Apostó por él Zidane en detrimento de Rodrygo, titular en los últimos encuentros, agarrándose el técnico a esa oposición a estrella que sigue manteniendo el futbolista de Cardiff. Situado en la banda derecha, Jordi Alba aprovechó ese ancla ofensiva que tira recurrentemente Bale sobre el verde, y que le impide observar su carril como un territorio de ida y vuelta. La mejor ocasión del Barcelona en la primera mitad vino a partir del archiconocido pase de Messi para el archiconocido desmarque en profundidad de Alba que pilló siempre a contrapié al galés. De su estilosa bota izquierda solo salió en ese tiempo un centro con el exterior que no encontró rematador, y un recorte hacia campo propio que ralentizó lo que había nacido como un contragolpe.

Mientras que Isco se movió permanentemente entre líneas desordenando por momentos el centro del campo azulgrana, el Madrid, en lugar de recurrir a Bale, se apoyó en una mayor presencia grupal para al estilo de un quitanieves meter el partido en el campo rival. Sin embargo, por dos veces tuvo el gol de cara el galés, primero tras un remate dentro del área que se topó con el reverso de la red, y después tras un centro de Mendy que embocó con la derecha antes de que el VAR decretara posición adelantada del lateral al recibir el pase previo de Casemiro.

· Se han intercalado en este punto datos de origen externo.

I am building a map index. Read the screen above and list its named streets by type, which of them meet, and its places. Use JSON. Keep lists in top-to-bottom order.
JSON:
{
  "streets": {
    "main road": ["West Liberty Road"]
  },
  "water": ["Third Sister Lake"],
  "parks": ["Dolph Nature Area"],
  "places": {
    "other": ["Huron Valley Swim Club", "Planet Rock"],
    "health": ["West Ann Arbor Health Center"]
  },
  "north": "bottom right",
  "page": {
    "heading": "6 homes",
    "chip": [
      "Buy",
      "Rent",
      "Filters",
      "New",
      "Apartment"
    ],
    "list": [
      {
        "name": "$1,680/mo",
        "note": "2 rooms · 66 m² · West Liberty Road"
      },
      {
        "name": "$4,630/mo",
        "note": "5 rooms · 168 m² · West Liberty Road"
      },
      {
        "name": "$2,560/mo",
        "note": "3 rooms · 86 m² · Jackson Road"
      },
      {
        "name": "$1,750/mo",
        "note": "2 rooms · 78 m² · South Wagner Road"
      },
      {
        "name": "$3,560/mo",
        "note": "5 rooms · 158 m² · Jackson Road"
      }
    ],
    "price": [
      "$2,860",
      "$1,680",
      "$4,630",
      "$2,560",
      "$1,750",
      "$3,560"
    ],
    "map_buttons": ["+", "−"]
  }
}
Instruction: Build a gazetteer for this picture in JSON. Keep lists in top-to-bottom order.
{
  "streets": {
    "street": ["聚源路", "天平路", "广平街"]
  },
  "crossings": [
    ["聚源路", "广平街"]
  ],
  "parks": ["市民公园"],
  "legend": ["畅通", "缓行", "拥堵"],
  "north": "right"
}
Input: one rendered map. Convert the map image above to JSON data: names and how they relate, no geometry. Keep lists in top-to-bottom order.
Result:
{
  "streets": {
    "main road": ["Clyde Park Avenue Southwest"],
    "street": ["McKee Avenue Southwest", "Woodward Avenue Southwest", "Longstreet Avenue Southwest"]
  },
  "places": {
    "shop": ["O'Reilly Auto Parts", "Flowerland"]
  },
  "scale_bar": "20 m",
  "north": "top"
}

Zidane destacó esa acción del galés: “Me ha gustado en el centro que estaba en fuera de juego Mendy pero por poco; me hubiera gustado que metiera el gol, pero no se ha podido”.

El cansancio abrió huecos y despejó parte de la pradera azulgrana, lo que interpretó Zidane como una oportunidad para mantener a Bale y dar entrada a Rodrygo, aunque sacrificase a Valverde para ganar un pasador más como Modric. La última vez que el galés completó un partido fue en septiembre en el Metropolitano. Y eso que un pisotón de De Jong y un golpe en un salto con Lenglet dentro del área del Barcelona pusieron en peligro la continuidad de un jugador en permanente pugna con su estado de salud. “Ha demostrado que es un jugador importante. El partido de Gareth ha sido como el de todos muy bueno”, juzgó Zidane.

Aguantó el galés, menos exigido por Alba en la segunda mitad, y más resguardado por Modric, que se situó en el costado derecho y generó los movimientos para que Bale luciera zancada y estirase el ataque de un Madrid que fue menguando en el último tramo. Se metió entonces en la zona central el galés intentando auxiliar a un Benzema minimizado por Piqué. No dio pie a que el francés se girase con comodidad y tratase de conectar con algún lugarteniente, mucho menos con Bale, y nada con Vinicius, que calentó los últimos minutos, aunque Zidane declinó su entrada en el campo. Bale se quedó en el partido, aunque el partido no se quedase con él.